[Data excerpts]

►

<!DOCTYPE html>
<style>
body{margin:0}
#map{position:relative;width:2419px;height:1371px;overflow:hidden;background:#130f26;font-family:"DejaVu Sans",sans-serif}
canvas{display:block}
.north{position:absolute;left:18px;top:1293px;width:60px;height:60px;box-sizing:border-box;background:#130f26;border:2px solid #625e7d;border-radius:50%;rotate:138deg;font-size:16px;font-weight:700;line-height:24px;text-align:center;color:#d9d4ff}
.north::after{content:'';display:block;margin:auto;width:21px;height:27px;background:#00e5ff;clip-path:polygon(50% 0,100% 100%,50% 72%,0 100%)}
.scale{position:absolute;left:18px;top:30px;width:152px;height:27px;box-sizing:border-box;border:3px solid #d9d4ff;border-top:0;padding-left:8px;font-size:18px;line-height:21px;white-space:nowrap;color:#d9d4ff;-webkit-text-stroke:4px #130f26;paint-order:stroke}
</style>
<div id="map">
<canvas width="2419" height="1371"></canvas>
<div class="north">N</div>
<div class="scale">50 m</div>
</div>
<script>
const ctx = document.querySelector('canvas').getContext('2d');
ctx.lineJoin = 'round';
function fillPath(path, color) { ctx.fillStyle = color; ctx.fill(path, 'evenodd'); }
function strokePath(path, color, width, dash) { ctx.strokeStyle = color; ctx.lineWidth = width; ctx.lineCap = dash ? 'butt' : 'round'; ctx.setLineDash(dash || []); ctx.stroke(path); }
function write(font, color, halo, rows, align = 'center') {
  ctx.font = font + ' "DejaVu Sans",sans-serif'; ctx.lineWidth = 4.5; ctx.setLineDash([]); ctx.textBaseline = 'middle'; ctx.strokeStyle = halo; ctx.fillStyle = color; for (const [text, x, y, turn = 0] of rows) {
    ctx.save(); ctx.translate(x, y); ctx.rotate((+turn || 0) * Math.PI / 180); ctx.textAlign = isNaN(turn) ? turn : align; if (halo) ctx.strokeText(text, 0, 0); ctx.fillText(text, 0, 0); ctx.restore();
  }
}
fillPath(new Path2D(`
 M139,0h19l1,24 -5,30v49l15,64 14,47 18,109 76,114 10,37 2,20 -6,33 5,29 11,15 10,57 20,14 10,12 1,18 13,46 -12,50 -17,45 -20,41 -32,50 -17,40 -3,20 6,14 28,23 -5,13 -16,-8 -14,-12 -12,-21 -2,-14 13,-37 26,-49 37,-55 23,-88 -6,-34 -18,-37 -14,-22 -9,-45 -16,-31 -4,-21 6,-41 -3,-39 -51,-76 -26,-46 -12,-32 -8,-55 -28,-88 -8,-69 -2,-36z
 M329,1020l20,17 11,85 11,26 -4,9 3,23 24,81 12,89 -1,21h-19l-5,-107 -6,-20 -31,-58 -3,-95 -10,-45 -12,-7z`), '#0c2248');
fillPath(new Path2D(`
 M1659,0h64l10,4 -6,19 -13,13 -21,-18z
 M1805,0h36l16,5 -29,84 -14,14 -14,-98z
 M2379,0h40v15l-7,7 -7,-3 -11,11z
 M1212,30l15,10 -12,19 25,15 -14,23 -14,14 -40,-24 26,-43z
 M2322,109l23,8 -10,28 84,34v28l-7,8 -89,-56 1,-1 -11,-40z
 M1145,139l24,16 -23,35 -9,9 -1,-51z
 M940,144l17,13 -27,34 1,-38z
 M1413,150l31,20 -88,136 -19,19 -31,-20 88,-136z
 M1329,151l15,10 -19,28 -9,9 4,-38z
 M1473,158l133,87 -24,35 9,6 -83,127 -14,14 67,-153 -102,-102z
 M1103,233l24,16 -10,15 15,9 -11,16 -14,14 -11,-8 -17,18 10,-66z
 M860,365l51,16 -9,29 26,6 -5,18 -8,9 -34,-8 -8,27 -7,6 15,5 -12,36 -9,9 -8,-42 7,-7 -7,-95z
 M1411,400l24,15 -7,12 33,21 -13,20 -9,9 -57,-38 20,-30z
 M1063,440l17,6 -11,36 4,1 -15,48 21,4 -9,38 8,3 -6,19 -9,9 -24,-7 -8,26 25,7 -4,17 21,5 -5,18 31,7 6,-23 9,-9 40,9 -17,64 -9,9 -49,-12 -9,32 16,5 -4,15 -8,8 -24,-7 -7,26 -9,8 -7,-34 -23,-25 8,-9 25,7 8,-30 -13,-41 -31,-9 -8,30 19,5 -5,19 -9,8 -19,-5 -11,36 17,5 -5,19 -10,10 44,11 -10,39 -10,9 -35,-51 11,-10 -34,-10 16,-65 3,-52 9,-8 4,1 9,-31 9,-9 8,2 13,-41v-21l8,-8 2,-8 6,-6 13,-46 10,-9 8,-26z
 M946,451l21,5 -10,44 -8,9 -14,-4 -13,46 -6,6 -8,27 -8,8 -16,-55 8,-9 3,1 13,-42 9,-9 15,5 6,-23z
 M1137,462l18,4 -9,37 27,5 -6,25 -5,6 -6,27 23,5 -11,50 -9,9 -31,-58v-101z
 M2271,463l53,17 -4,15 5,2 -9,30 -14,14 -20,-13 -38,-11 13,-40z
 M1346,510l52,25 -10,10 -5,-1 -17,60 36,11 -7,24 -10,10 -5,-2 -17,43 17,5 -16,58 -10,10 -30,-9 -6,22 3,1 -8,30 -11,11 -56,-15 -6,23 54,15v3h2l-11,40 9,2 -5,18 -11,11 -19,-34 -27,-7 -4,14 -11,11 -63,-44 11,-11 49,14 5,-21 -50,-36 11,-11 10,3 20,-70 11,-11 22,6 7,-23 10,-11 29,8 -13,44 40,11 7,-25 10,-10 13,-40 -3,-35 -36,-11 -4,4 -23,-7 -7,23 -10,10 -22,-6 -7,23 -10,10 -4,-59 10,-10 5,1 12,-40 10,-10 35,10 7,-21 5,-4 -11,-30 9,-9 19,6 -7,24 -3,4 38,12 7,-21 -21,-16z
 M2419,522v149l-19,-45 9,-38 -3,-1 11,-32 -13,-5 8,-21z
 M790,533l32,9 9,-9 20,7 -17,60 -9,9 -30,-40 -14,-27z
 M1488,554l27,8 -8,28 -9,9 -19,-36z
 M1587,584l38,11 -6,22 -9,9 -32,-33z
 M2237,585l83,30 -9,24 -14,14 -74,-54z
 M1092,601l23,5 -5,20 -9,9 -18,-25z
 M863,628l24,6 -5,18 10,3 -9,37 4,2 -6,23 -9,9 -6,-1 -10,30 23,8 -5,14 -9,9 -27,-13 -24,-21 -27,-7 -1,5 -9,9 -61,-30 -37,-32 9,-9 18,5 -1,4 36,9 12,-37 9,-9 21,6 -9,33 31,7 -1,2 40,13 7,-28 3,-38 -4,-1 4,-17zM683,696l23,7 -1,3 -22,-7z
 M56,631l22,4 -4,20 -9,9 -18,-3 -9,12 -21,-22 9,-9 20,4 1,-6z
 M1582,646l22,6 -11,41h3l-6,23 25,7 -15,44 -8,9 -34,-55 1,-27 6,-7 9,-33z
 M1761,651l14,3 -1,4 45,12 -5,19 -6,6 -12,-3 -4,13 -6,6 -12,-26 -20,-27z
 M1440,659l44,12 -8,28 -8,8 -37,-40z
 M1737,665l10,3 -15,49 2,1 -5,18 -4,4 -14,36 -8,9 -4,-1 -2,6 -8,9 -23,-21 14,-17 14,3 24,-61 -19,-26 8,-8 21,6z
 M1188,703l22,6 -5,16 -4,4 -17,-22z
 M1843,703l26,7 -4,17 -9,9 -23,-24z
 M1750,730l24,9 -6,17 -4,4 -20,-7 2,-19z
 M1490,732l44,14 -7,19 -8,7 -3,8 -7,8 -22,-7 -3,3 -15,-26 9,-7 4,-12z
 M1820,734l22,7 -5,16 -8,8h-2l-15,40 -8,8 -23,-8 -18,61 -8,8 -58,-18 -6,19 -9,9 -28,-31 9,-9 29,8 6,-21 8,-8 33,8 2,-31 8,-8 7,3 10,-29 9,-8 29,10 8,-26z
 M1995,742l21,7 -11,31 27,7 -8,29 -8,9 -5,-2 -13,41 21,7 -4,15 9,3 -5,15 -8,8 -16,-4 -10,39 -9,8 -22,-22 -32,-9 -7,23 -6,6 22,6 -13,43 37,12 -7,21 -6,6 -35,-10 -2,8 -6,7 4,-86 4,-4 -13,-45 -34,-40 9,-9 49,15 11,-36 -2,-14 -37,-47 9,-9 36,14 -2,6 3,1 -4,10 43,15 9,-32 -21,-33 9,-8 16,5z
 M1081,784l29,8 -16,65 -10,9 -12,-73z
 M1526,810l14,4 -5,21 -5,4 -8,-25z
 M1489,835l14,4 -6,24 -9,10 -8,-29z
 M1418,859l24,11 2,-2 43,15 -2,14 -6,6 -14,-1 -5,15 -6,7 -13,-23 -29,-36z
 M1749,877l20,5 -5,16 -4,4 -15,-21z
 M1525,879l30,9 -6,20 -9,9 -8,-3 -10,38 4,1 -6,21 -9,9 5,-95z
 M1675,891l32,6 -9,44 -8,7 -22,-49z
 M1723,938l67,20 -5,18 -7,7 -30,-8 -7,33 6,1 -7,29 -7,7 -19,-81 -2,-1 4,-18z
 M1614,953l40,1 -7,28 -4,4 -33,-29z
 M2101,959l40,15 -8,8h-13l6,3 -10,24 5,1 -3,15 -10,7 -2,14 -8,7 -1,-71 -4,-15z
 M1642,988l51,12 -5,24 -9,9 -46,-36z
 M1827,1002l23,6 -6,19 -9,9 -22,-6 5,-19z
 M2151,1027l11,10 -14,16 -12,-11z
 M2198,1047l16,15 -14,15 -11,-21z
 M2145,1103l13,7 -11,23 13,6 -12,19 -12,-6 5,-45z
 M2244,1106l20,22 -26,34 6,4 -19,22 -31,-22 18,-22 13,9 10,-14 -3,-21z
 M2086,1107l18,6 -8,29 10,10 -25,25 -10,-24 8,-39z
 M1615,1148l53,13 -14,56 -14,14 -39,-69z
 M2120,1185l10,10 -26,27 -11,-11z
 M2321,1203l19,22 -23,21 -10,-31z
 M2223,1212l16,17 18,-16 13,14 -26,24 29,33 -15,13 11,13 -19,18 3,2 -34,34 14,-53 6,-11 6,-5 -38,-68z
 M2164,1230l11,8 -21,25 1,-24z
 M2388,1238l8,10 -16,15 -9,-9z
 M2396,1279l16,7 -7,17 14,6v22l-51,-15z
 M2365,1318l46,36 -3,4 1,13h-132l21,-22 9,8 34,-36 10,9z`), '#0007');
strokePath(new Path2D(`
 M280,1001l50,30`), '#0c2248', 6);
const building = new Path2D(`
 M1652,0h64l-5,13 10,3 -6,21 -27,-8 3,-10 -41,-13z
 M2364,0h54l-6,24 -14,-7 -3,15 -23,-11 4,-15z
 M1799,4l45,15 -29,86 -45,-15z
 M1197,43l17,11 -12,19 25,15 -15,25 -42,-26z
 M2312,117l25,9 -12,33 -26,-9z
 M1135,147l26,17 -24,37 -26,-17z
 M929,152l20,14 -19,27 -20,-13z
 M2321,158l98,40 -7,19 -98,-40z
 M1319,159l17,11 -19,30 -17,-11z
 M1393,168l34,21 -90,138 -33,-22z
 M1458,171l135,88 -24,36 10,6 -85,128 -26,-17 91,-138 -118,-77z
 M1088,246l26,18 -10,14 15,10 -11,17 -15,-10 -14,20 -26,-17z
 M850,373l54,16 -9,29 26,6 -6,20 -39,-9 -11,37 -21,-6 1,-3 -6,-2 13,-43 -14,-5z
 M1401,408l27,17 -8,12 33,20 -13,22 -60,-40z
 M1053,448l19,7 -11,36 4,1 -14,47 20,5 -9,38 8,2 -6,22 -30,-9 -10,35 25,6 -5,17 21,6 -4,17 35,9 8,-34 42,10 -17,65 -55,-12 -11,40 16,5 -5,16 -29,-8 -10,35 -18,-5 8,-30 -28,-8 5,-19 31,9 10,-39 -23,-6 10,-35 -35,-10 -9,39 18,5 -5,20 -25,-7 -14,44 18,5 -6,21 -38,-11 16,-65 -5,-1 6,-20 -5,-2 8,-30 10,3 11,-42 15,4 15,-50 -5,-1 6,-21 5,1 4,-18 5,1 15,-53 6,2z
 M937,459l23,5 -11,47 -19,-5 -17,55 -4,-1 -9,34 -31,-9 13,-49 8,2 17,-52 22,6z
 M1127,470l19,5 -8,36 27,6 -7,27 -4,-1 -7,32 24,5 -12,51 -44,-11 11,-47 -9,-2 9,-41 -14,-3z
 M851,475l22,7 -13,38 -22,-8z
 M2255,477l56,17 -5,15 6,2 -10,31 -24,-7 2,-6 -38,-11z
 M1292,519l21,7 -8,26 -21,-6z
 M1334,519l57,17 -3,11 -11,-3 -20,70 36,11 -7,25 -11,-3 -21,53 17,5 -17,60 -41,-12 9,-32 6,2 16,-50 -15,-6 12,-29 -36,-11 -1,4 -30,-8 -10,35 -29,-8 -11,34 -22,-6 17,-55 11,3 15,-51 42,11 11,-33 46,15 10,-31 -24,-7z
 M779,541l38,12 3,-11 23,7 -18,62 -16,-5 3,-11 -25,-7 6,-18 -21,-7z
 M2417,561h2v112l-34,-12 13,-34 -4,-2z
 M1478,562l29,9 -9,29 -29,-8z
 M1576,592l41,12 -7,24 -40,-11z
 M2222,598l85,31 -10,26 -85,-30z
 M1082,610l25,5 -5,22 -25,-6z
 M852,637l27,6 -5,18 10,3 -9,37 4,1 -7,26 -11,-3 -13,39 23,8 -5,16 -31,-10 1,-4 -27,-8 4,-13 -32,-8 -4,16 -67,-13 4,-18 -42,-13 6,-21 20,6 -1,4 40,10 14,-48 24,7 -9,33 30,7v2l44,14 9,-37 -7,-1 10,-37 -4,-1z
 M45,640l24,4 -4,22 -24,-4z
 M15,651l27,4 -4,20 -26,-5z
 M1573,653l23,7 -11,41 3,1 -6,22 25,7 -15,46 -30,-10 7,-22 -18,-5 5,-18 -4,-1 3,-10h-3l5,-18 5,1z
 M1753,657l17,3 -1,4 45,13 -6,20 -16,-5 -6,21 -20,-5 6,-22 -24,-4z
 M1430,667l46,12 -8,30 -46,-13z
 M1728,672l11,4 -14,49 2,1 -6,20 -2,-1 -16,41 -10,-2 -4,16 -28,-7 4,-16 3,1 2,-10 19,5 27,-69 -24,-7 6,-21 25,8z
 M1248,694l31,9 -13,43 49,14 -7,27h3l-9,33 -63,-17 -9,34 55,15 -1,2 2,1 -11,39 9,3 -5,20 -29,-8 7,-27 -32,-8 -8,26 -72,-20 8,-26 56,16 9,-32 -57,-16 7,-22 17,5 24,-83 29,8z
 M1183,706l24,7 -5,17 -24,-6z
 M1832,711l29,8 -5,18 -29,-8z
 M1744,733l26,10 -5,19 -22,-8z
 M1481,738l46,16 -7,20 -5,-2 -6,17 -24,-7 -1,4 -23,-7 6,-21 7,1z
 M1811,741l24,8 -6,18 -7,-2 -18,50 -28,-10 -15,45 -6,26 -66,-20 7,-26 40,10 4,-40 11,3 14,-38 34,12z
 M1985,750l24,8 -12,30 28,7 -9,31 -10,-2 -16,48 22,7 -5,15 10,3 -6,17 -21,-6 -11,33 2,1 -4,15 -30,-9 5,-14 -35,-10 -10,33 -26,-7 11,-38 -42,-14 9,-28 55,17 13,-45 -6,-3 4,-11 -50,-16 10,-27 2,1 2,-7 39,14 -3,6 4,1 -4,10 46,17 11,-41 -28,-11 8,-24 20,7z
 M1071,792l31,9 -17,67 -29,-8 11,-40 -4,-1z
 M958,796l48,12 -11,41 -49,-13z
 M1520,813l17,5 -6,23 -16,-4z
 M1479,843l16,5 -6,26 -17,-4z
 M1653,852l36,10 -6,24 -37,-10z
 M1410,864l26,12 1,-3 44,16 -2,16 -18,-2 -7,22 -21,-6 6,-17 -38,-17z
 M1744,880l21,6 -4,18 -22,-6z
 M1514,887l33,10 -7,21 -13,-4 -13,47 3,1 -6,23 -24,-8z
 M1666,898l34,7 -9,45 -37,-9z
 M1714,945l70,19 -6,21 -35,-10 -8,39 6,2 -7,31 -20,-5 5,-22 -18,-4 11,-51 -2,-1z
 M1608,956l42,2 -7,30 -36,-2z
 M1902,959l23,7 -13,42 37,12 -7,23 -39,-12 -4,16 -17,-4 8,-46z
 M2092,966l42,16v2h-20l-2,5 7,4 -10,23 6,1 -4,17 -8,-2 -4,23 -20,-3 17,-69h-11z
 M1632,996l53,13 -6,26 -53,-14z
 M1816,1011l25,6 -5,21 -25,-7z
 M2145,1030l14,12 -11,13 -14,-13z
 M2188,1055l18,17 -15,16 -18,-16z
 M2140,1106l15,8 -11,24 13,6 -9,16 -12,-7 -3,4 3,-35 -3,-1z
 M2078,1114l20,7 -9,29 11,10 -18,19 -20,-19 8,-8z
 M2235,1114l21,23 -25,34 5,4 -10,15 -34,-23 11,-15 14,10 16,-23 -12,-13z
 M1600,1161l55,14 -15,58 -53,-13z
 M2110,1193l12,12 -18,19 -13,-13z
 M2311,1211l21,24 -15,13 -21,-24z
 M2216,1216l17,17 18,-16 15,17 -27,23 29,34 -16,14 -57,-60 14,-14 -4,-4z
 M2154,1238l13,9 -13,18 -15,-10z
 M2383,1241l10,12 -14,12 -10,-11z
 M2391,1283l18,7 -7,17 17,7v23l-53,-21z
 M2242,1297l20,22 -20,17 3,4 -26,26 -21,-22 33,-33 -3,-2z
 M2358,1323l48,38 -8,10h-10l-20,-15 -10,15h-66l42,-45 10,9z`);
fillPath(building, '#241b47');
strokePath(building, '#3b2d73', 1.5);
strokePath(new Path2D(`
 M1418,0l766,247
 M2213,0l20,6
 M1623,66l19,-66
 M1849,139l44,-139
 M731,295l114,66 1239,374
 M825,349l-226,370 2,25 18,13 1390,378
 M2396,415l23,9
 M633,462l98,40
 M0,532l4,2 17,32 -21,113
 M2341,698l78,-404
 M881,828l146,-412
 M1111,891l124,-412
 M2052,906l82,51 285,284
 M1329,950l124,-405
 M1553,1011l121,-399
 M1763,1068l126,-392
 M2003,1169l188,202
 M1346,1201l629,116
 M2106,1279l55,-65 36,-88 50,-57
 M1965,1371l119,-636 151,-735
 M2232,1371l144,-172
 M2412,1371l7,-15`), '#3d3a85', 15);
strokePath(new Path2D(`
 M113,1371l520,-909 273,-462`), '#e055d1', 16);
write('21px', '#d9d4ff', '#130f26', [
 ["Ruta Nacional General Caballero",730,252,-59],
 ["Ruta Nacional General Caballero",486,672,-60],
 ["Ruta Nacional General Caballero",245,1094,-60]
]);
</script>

◄

§ **Work instructions**
The answer must consist of every line from the records above that holds "strokeStyle".

§ **Task solution**
function strokePath(path, color, width, dash) { ctx.strokeStyle = color; ctx.lineWidth = width; ctx.lineCap = dash ? 'butt' : 'round'; ctx.setLineDash(dash || []); ctx.stroke(path); }
  ctx.font = font + ' "DejaVu Sans",sans-serif'; ctx.lineWidth = 4.5; ctx.setLineDash([]); ctx.textBaseline = 'middle'; ctx.strokeStyle = halo; ctx.fillStyle = color; for (const [text, x, y, turn = 0] of rows) {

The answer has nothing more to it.